Initially, yes. That's the design. What about if that comes back as normal?

What if it doesn't? What if the sky turns red tomorrow? First we need to see the results of that, then we think about what to do next.

Why not have a more-REPL-like environment, instead of the create torrent -> start -> verify -> finish -> remove ... cycle?

Why not have, only on debug builds if necessary, the functionality I propose instead?

Way too much effort to implement an entire subsystem of questionable utility for the vast majority of people. Besides, we are not even sure if this bug report is a legitimate issue or not. Right now the focus is on figuring out whether this is an issue with qBIttorrent or one on your side. Once that is established, we'll think of what to do next.

We're not going to risk implementing a whole feature just to arrive at the conclusion that the problem was on your end in the end.

Access rights in Windows are not equivalent. Access rights in Windows are more complicated than SELinux access rights.

You misunderstood the sentence this quote is replying to. I said "you just have to do something (...) in Powershell or equivalent", meaning the choice is yours of how to actually implement the script/program, I merely suggested Powershell by name because it's the default scripting language/facility on Windows.

Of course the permission data/details you are looking for are very different than on Linux.

It sounds I've maybe fallen in the XY problem. Let's try again:

I have torrents that are fully downloaded, 100% status and were working. Nowadays, I randomly discovered 2 torrents, that fill the above criteria, and they are marked as partial in qbittorrent (one folder is marked as not downloaded). The files exist on the drive.

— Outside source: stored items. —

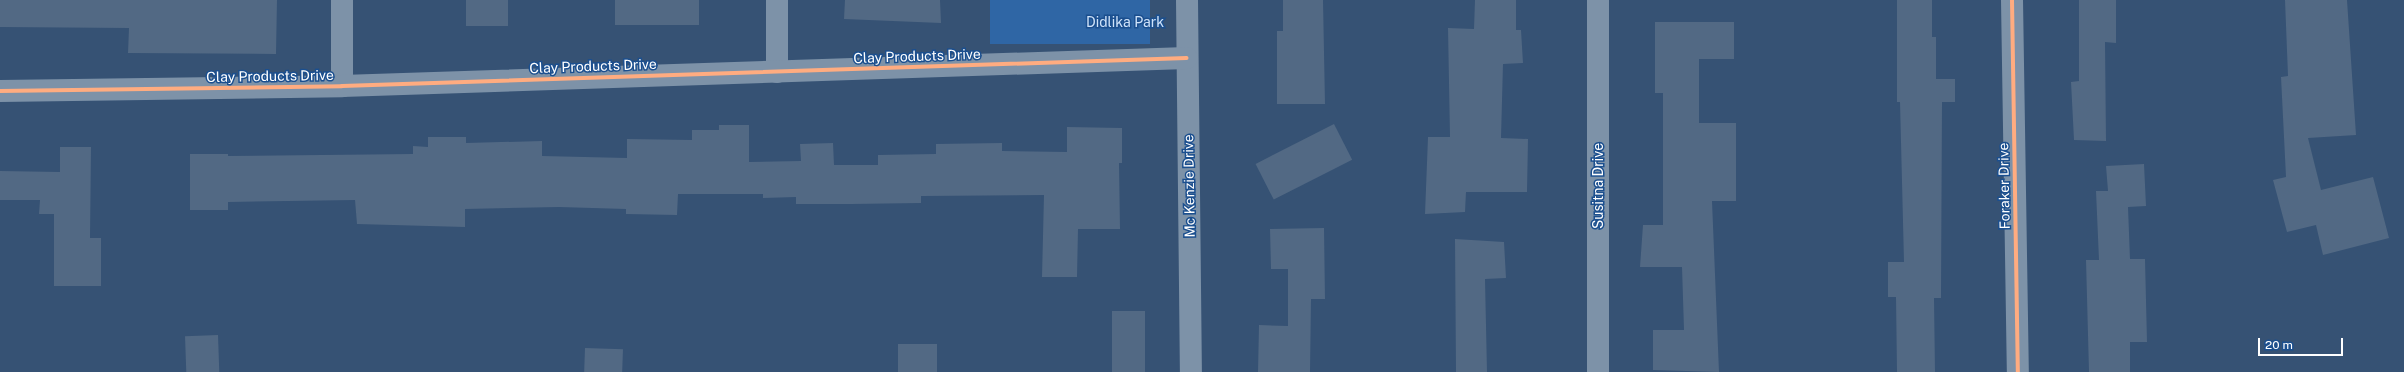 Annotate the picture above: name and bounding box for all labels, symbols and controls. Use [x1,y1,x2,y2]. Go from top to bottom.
park label: Didlika Park [1086,14,1164,30]
street label: Clay Products Drive [853,45,981,67]
street label: Clay Products Drive [529,55,657,77]
street label: Clay Products Drive [206,66,334,86]
street label: Mc Kenzie Drive [1180,134,1198,238]
street label: Foraker Drive [1995,142,2013,230]
street label: Susitna Drive [1590,143,1606,229]
scale bar [2260,330,2345,356]
text: 20 m [2265,338,2293,352] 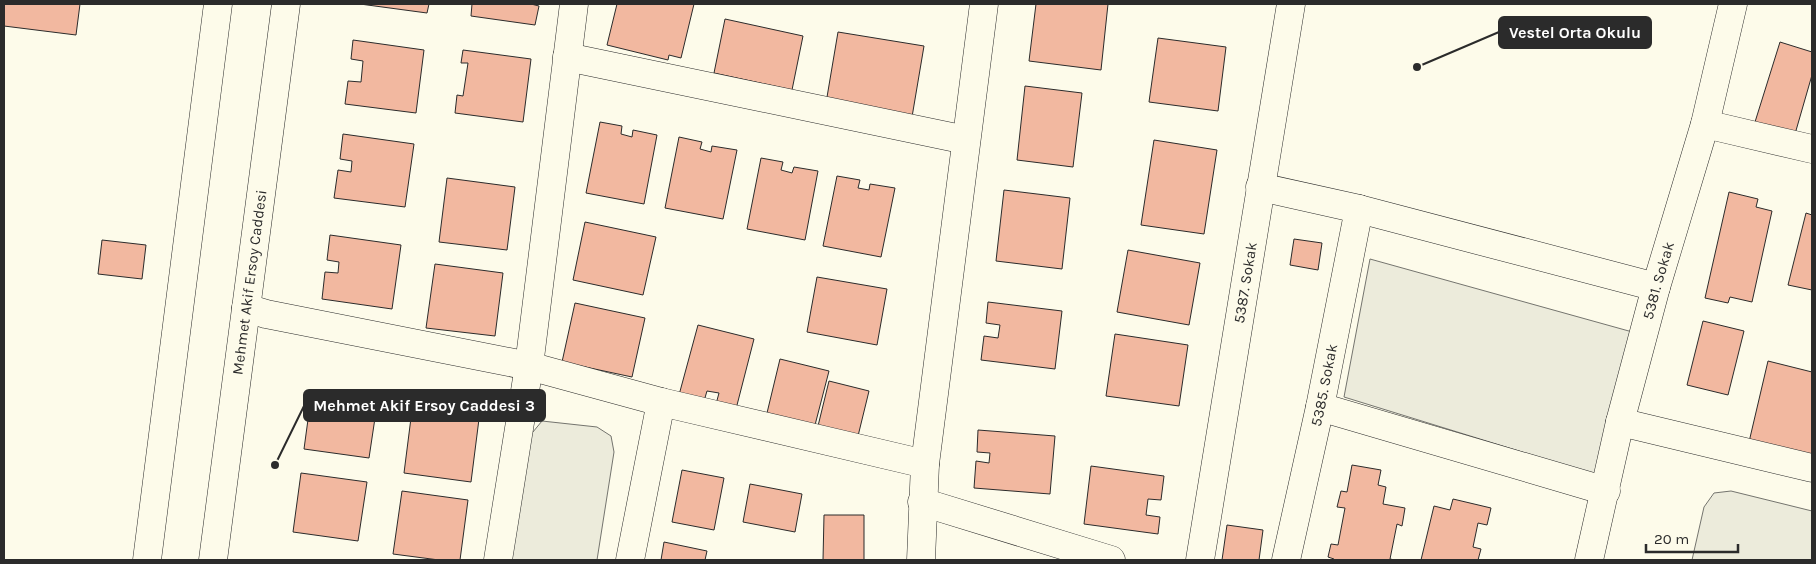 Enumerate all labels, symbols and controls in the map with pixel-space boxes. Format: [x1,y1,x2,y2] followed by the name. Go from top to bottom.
[1499,17,1651,48] callout: Vestel Orta Okulu
[1509,23,1641,42] text: Vestel Orta Okulu
[228,189,271,376] street label: Mehmet Akif Ersoy Caddesi
[1639,239,1678,321] street label: 5381. Sokak
[1230,241,1261,325] street label: 5387. Sokak
[1307,342,1341,428] street label: 5385. Sokak
[304,390,545,421] callout: Mehmet Akif Ersoy Caddesi 3
[313,396,535,415] text: Mehmet Akif Ersoy Caddesi 3
[1646,522,1738,554] scale bar
[1654,530,1689,548] text: 20 m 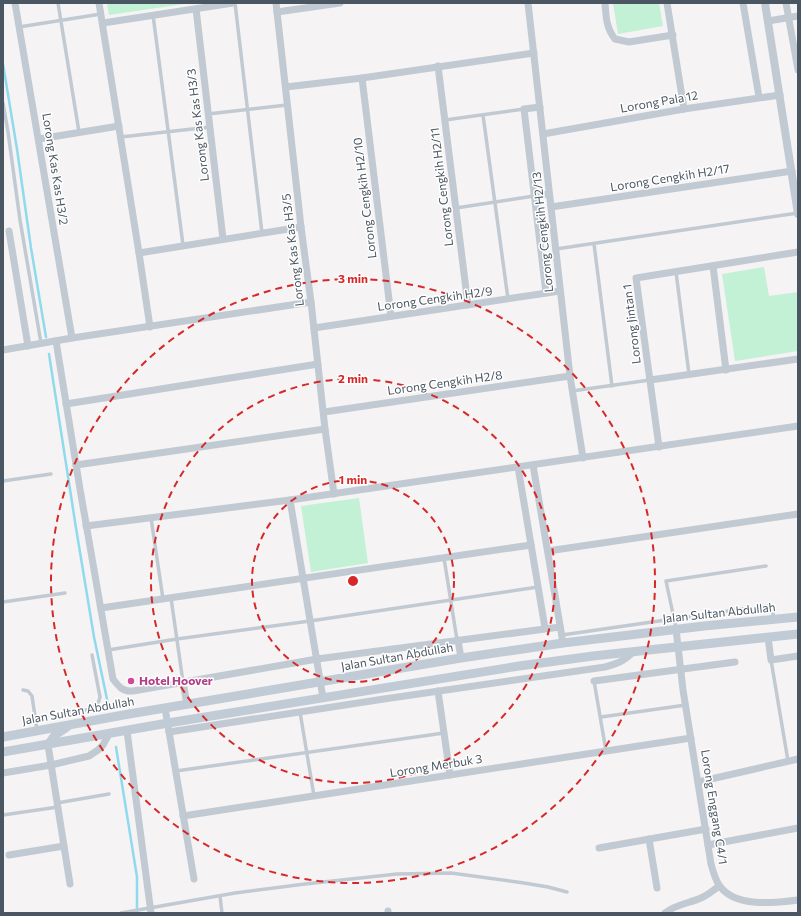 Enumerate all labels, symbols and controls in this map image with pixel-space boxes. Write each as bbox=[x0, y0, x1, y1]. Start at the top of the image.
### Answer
street label: Lorong Kas Kas H3/3 bbox=[183, 68, 211, 182]
street label: Lorong Pala 12 bbox=[619, 87, 699, 115]
street label: Lorong Kas Kas H3/2 bbox=[40, 112, 72, 226]
street label: Lorong Cengkih H2/11 bbox=[427, 127, 455, 247]
street label: Lorong Cengkih H2/10 bbox=[350, 137, 378, 260]
street label: Lorong Cengkih H2/17 bbox=[609, 161, 731, 193]
street label: Lorong Cengkih H2/13 bbox=[529, 171, 555, 293]
street label: Lorong Kas Kas H3/5 bbox=[278, 193, 306, 307]
text: 3 min bbox=[338, 271, 368, 285]
street label: Lorong Cengkih H2/9 bbox=[376, 283, 493, 313]
street label: Lorong Jintan 1 bbox=[619, 283, 644, 365]
street label: Lorong Cengkih H2/8 bbox=[386, 367, 503, 397]
text: 2 min bbox=[338, 371, 368, 385]
text: 1 min bbox=[339, 472, 367, 486]
centre of rings bbox=[346, 574, 360, 588]
street label: Jalan Sultan Abdullah bbox=[662, 599, 776, 626]
street label: Jalan Sultan Abdullah bbox=[340, 639, 454, 674]
place label: Hotel Hoover bbox=[139, 673, 213, 687]
marker: Hotel Hoover bbox=[126, 676, 136, 686]
street label: Jalan Sultan Abdullah bbox=[21, 693, 135, 728]
street label: Lorong Enggang C4/1 bbox=[699, 748, 731, 865]
street label: Lorong Merbuk 3 bbox=[389, 751, 483, 779]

I have also moved one torrent between drives. On the folder, there were non-torrent files. All of the torrent files and folder were moved successfully (including the seemingly not-downloaded part of it), and the non-torrent files stayed in the original directory.

Again, how does this impact the workflow of "Add a torrent, wait for completion if the files don't already exist, remove torrent, repeat"? Nowhere in this description of the problem do you mention that there is a problem with removing torrents.

Like I said, you don't need many add torrent/run/remove torrent iterations. You just need to make sure the script prints relevant information when run manually (in this stage you do however many edit/compile/debug iterations you need in your favorite development environment), then have qbittorrent run the script once, and then compare the outputs and look for what's different that might cause the problem.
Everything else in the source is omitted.